Scheduling Algorithms
loops provides four static load-balancing schedules. All four consume workloads through the same layout contract, so switching between them requires changing only the schedule::setup<> template parameter.
thread_mapped
The simplest schedule: one tile per thread.
using setup_t = schedule::setup<
schedule::algorithms_t::thread_mapped,
1, 1, index_t, offset_t>;
Each thread iterates over all atoms in its assigned tile. Best for workloads where tiles have roughly uniform size. No shared memory or synchronization needed.
group_mapped
One tile per cooperative group (typically a warp of 32 threads).
using setup_t = schedule::setup<
schedule::algorithms_t::group_mapped,
BLOCK_SIZE, 32, index_t, offset_t>;
The group collaborates to process all atoms in a tile, with each thread taking a strided share. Effective when individual tiles are large enough to occupy a full warp.
work_oriented
Distributes the total atom count evenly across all threads.
using setup_t = schedule::setup<
schedule::algorithms_t::work_oriented,
128, 1, index_t, offset_t>;
Each thread processes a contiguous range of atoms, handling complete tiles within its range and using atomic operations for tiles that span thread boundaries. Good for skewed distributions where a few tiles dominate.
merge_path_flat
Optimal merge-based partitioning in O(tiles + atoms) work.

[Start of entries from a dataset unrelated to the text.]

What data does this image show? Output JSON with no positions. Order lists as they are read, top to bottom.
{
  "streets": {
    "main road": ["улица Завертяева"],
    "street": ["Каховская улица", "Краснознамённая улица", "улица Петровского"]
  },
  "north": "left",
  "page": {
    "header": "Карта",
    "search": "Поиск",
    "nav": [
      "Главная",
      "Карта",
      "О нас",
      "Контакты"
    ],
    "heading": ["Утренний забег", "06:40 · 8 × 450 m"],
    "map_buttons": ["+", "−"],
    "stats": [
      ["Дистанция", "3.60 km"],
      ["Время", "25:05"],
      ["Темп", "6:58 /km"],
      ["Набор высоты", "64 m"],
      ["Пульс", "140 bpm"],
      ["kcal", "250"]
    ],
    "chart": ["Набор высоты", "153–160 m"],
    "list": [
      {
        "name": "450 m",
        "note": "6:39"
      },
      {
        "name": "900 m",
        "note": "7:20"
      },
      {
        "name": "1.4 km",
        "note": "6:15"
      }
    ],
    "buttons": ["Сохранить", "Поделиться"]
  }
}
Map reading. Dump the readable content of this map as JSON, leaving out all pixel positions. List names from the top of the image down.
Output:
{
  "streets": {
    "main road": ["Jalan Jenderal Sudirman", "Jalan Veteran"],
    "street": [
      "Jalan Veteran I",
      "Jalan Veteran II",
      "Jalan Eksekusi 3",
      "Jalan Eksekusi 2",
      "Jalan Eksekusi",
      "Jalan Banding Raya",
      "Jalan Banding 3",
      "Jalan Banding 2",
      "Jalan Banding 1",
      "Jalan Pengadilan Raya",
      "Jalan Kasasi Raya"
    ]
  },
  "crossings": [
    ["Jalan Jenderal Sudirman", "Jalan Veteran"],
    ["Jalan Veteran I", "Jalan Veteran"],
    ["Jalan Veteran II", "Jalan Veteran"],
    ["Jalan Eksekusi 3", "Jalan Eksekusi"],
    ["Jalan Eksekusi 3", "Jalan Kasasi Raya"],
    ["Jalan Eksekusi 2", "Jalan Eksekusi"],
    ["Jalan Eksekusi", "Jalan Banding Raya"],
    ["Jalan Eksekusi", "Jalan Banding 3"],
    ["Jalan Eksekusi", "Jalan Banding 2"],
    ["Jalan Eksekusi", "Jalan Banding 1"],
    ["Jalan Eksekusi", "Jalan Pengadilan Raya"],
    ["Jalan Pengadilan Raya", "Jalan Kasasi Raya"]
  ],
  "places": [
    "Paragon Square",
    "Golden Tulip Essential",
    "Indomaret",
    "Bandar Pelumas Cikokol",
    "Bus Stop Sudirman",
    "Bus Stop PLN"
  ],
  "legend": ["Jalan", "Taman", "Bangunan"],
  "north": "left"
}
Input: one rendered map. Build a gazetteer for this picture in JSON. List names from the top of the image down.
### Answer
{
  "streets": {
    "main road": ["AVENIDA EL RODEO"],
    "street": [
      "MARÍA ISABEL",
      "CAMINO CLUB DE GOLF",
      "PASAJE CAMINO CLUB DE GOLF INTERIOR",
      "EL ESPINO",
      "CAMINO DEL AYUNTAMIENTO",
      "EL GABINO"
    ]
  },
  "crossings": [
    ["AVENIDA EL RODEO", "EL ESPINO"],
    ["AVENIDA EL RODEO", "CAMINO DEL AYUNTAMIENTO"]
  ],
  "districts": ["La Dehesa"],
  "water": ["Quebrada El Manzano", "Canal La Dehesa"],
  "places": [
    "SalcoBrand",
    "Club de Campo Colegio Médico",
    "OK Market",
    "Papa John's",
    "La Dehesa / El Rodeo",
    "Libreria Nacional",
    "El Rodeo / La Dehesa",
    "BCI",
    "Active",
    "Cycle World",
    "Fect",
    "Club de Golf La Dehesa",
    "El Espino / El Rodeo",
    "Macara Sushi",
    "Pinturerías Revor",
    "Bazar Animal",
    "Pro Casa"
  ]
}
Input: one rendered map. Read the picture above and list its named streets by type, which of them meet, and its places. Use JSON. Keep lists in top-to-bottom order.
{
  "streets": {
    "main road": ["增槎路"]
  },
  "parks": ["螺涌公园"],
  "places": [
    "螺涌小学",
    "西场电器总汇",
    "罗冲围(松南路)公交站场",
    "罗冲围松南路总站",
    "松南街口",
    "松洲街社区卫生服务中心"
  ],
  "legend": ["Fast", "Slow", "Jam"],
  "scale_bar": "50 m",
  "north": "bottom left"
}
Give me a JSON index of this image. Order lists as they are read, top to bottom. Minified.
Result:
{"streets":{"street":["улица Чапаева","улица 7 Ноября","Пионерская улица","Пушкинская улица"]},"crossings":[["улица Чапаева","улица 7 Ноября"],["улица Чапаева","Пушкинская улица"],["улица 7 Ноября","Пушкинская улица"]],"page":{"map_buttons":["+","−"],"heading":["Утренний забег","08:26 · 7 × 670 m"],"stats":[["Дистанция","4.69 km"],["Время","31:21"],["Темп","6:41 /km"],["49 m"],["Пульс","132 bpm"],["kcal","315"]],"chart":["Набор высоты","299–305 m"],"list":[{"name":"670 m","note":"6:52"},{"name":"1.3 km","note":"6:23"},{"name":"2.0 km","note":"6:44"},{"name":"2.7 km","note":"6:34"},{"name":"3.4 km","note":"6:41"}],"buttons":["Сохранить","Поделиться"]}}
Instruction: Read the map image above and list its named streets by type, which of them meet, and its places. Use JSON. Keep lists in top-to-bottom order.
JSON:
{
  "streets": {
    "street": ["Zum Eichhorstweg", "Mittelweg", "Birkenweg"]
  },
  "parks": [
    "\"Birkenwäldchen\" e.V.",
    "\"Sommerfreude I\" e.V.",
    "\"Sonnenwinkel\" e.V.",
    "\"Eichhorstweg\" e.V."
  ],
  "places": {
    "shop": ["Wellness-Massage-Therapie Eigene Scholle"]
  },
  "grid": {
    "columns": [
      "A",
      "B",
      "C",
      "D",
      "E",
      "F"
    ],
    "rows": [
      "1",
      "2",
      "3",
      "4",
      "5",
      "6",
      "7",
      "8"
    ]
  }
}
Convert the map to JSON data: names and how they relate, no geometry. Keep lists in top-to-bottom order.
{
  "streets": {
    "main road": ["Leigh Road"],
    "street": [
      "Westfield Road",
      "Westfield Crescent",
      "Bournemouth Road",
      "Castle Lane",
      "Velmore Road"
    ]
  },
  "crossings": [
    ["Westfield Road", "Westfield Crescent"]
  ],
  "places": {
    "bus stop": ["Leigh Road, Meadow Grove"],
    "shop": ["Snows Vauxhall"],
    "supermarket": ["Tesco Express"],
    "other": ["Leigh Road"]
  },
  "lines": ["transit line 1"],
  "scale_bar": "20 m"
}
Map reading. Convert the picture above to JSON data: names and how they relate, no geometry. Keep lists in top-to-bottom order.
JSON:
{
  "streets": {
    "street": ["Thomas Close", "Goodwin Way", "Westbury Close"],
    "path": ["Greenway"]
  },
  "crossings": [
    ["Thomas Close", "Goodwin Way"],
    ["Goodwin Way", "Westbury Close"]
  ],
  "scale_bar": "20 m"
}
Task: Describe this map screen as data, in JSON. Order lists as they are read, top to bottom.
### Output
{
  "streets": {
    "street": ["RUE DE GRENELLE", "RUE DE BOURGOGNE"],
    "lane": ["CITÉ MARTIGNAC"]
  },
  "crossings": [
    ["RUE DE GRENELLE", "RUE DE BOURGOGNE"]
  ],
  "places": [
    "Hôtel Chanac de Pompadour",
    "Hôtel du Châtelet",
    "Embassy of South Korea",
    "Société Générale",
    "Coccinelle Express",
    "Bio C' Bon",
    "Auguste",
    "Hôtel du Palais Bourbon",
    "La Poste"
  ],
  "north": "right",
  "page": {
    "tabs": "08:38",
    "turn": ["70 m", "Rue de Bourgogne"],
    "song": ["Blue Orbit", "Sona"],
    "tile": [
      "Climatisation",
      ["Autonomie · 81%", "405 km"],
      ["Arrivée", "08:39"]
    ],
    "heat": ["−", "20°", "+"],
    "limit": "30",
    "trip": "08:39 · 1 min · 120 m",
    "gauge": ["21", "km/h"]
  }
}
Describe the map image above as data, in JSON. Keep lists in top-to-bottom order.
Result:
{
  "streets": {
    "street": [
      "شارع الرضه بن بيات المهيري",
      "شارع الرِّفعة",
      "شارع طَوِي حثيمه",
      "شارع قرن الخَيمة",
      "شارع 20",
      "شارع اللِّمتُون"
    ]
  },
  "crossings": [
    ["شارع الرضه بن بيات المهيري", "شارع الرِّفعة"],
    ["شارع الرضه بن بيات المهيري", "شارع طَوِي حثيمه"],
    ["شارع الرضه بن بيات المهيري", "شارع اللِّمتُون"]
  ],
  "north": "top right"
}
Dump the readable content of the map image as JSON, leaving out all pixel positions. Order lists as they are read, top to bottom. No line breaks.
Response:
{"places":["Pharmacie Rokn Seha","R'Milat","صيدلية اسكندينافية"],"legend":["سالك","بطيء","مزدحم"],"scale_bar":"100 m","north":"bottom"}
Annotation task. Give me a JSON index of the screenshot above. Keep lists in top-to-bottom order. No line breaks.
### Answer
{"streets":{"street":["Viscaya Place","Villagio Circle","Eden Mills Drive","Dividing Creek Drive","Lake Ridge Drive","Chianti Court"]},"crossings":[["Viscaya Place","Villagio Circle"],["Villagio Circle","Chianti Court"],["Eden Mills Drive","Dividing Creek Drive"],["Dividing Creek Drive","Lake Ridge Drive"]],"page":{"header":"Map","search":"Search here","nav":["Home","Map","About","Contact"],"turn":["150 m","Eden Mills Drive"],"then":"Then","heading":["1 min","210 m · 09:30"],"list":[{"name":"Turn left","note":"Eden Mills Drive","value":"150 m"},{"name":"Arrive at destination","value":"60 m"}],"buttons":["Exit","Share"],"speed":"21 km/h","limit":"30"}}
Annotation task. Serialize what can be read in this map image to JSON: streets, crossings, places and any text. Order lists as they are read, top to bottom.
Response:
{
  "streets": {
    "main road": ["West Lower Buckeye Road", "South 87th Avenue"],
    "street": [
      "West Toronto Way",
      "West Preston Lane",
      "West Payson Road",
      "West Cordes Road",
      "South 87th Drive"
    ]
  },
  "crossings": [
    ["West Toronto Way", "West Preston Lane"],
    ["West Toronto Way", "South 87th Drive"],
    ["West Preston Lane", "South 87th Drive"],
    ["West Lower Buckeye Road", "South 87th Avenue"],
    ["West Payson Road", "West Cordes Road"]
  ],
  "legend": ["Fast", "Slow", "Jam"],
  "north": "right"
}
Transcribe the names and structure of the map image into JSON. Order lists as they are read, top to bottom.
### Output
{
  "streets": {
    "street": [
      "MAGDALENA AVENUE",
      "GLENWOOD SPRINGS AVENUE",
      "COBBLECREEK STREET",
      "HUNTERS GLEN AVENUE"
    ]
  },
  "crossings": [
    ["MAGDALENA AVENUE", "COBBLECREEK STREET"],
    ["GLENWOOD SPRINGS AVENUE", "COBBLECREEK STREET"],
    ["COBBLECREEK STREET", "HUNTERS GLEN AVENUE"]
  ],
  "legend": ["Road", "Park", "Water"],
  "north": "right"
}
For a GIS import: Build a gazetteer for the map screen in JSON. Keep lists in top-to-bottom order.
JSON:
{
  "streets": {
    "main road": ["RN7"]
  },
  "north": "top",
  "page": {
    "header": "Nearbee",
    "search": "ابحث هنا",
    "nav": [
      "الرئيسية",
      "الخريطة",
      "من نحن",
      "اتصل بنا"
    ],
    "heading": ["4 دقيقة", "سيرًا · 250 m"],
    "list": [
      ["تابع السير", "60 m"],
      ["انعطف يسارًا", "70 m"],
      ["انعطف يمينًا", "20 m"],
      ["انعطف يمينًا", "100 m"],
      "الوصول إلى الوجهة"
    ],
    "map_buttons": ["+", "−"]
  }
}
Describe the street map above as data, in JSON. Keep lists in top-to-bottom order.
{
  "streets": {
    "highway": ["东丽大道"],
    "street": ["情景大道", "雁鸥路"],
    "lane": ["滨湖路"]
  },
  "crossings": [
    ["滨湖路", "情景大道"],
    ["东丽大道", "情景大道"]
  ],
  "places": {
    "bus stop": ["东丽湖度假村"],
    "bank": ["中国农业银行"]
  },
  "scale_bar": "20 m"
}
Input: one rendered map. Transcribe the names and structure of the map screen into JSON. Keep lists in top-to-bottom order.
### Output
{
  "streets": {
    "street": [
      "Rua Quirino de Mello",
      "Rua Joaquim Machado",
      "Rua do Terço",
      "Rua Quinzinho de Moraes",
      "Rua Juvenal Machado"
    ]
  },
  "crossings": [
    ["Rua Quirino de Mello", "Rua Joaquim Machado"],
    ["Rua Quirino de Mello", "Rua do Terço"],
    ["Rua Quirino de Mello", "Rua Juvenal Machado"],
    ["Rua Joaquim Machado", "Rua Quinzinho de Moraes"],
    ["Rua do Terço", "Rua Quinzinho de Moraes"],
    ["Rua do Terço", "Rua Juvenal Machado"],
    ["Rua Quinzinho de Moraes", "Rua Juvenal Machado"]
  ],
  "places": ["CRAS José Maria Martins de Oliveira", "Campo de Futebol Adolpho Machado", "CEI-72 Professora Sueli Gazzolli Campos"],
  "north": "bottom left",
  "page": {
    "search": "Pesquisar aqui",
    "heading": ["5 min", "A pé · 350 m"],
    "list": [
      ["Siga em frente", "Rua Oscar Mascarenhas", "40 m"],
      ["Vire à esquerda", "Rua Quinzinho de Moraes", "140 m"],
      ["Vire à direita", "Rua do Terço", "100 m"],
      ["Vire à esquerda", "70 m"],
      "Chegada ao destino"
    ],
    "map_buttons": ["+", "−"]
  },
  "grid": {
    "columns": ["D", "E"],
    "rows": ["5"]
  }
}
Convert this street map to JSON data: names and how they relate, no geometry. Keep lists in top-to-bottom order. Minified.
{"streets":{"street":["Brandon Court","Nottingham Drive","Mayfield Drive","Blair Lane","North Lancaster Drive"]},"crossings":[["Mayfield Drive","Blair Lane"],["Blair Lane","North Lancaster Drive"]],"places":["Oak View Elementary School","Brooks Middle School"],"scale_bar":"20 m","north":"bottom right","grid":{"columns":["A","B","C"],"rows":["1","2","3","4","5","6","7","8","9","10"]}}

using setup_t = schedule::setup<
schedule::algorithms_t::merge_path_flat,
128, 4, index_t, offset_t>;
Uses a diagonal search on the merge-path of tiles and atoms to find the exact partition point for each thread block. Requires a preprocessing step (preprocess_t) to compute per-block starting coordinates. The most balanced of all schedules, but also the most complex.
Choosing a Schedule
| Schedule | Best for | Overhead |
|---|---|---|
| thread_mapped | Uniform tile sizes | Minimal |
| group_mapped | Large tiles, high degree | Low |
| work_oriented | Skewed distributions | Low |
| merge_path_flat | Any distribution (optimal) | Preprocessing step |
For most workloads, start with thread_mapped and move to merge_path_flat if you observe load imbalance.